Belkis Cuza Malé (born 1942) is a Cuban-American writer, journalist, and painter, best known for her poetry.

Biography
She studied literature at the University of Santiago de Cuba beginning in December 1964. After marrying her first husband, she moved to Havana and finished her schooling at the University of Havana. In 1965 she gave birth to her daughter María Josefina, "and soon after came the divorce."

It was at her first alma mater that she debuted as a poet, with the book El viento en la pared. This was published thanks to her professor, the Mexican Eraclio Cepeda, for the University of Santiago de Cuba's Department of Public Extension in 1962. That year she competed in Cuba's main literary event with Tiempos de sol, which received honorable mention for the Casa de las Américas Prize. She met the poet Heberto Padilla, who also received honorable mention in that competition (with El justo tiempo humano) and would become her partner five years later. The following year she repeated her success, obtaining another mention for the award with Cartas a Ana Frank.

She began to work as a journalist at Hoy in 1965, and afterward moved to the newspaper Granma, from which, she says, she was fired in 1967.

In 1966 she again saw Padilla, when he returned from Czechoslovakia, and at the end of the next year they began living together.
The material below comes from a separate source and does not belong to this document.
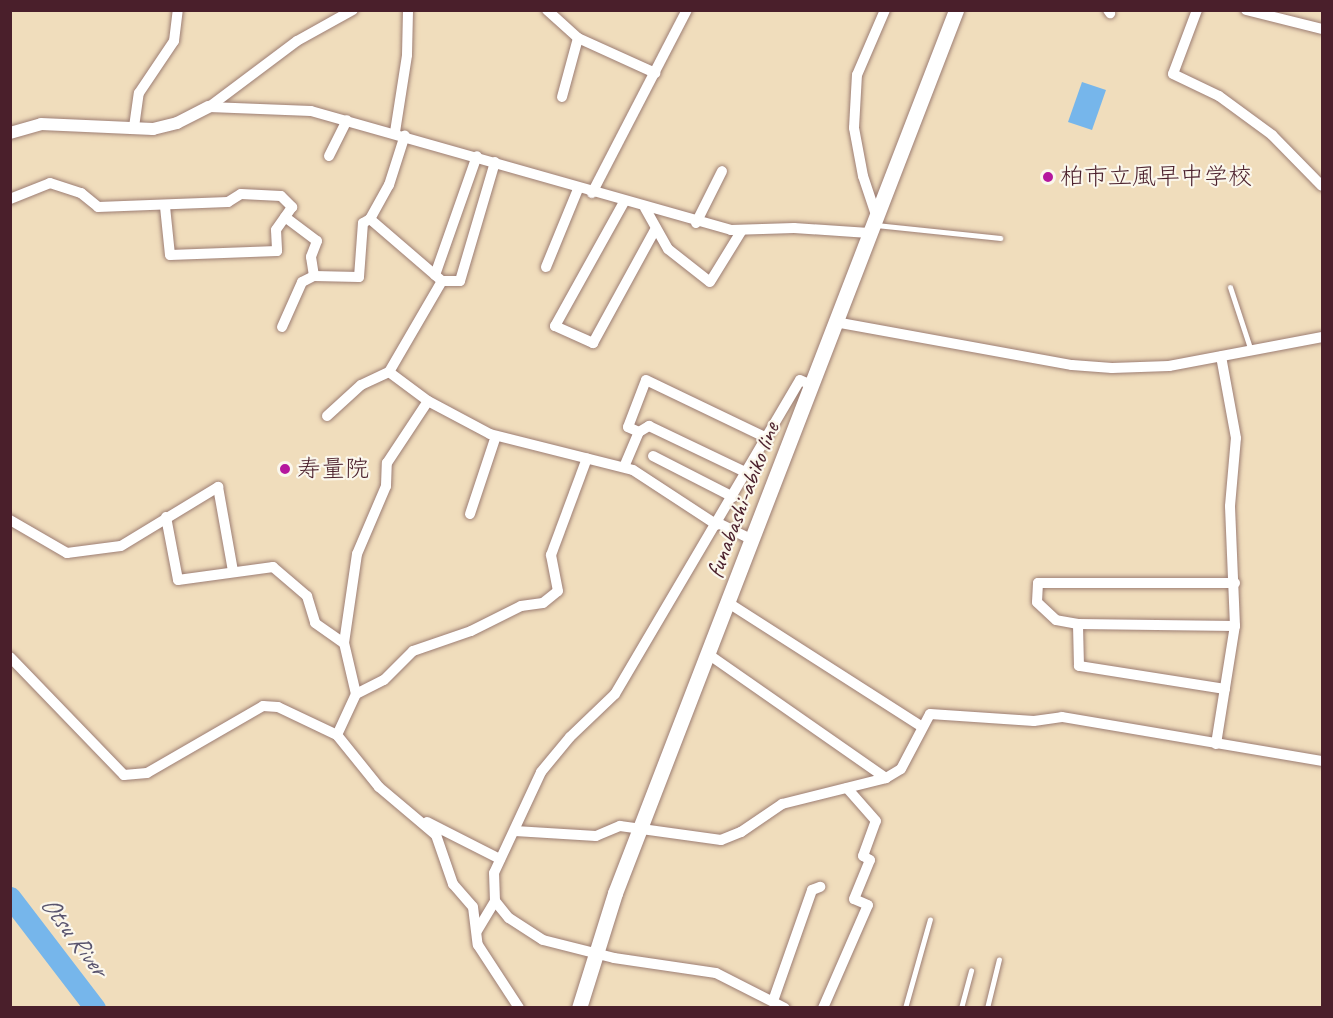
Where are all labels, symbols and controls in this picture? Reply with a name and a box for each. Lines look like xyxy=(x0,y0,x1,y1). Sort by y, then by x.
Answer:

They were officially married on 25 January 1971.

Although Cuza Malé worked for Granma, she says she never had "any revolutionary enthusiasm". About this time she says:

Cuza Malé was arrested on 20 March 1971, following the recital given by Padilla in the Union of Writers, where he had read Provocaciones. Both were accused of "counterrevolutionary activities" against the government, but she was only held incommunicado for three days in the barracks of Villa Marista (Padilla was held for 37) and participated in the self-denouncement meeting held at the Union of Writers when her husband was released.

Her book Juego de damas was the third which received mention for the Casa de las Américas Prize (in 1968), an excerpt of which appeared in the anthology 8 poetas. In 1971, the already-published collection of poems from the Union of Writers and Artists of Cuba was destroyed due to the arrest of Cuza Malé and Padilla. It would be reissued 31 years later by Término Editorial of Cincinnati.

Cuza Malé's parents had abandoned Cuba in 1966 and lived in Miami. This allowed her, in 1979, to escape to the United States with Ernesto, the son she had had with Padilla, who at the time was six years old. The next year, thanks to international pressure and particularly the efforts of Senator Edward Kennedy, her husband was able to follow.

Exile
At first, Cuza Malé stayed with her parents, but she later had to move, as the Cuban government warned that her husband would not be allowed to emigrate if she did not leave Miami. She opted to go to Elizabeth, New Jersey, to the house of her childhood friend Elkes Arjona. There she worked as an administrator in a Cuban clothing store, and later in other places, illegally, as she had tourist status and could not seek asylum for fear of reprisals that Cuba might take against Padilla and her daughter. (María Josefina was 13 years old when Cuza Malé left the island, and 18 years passed before she was able to see her again.)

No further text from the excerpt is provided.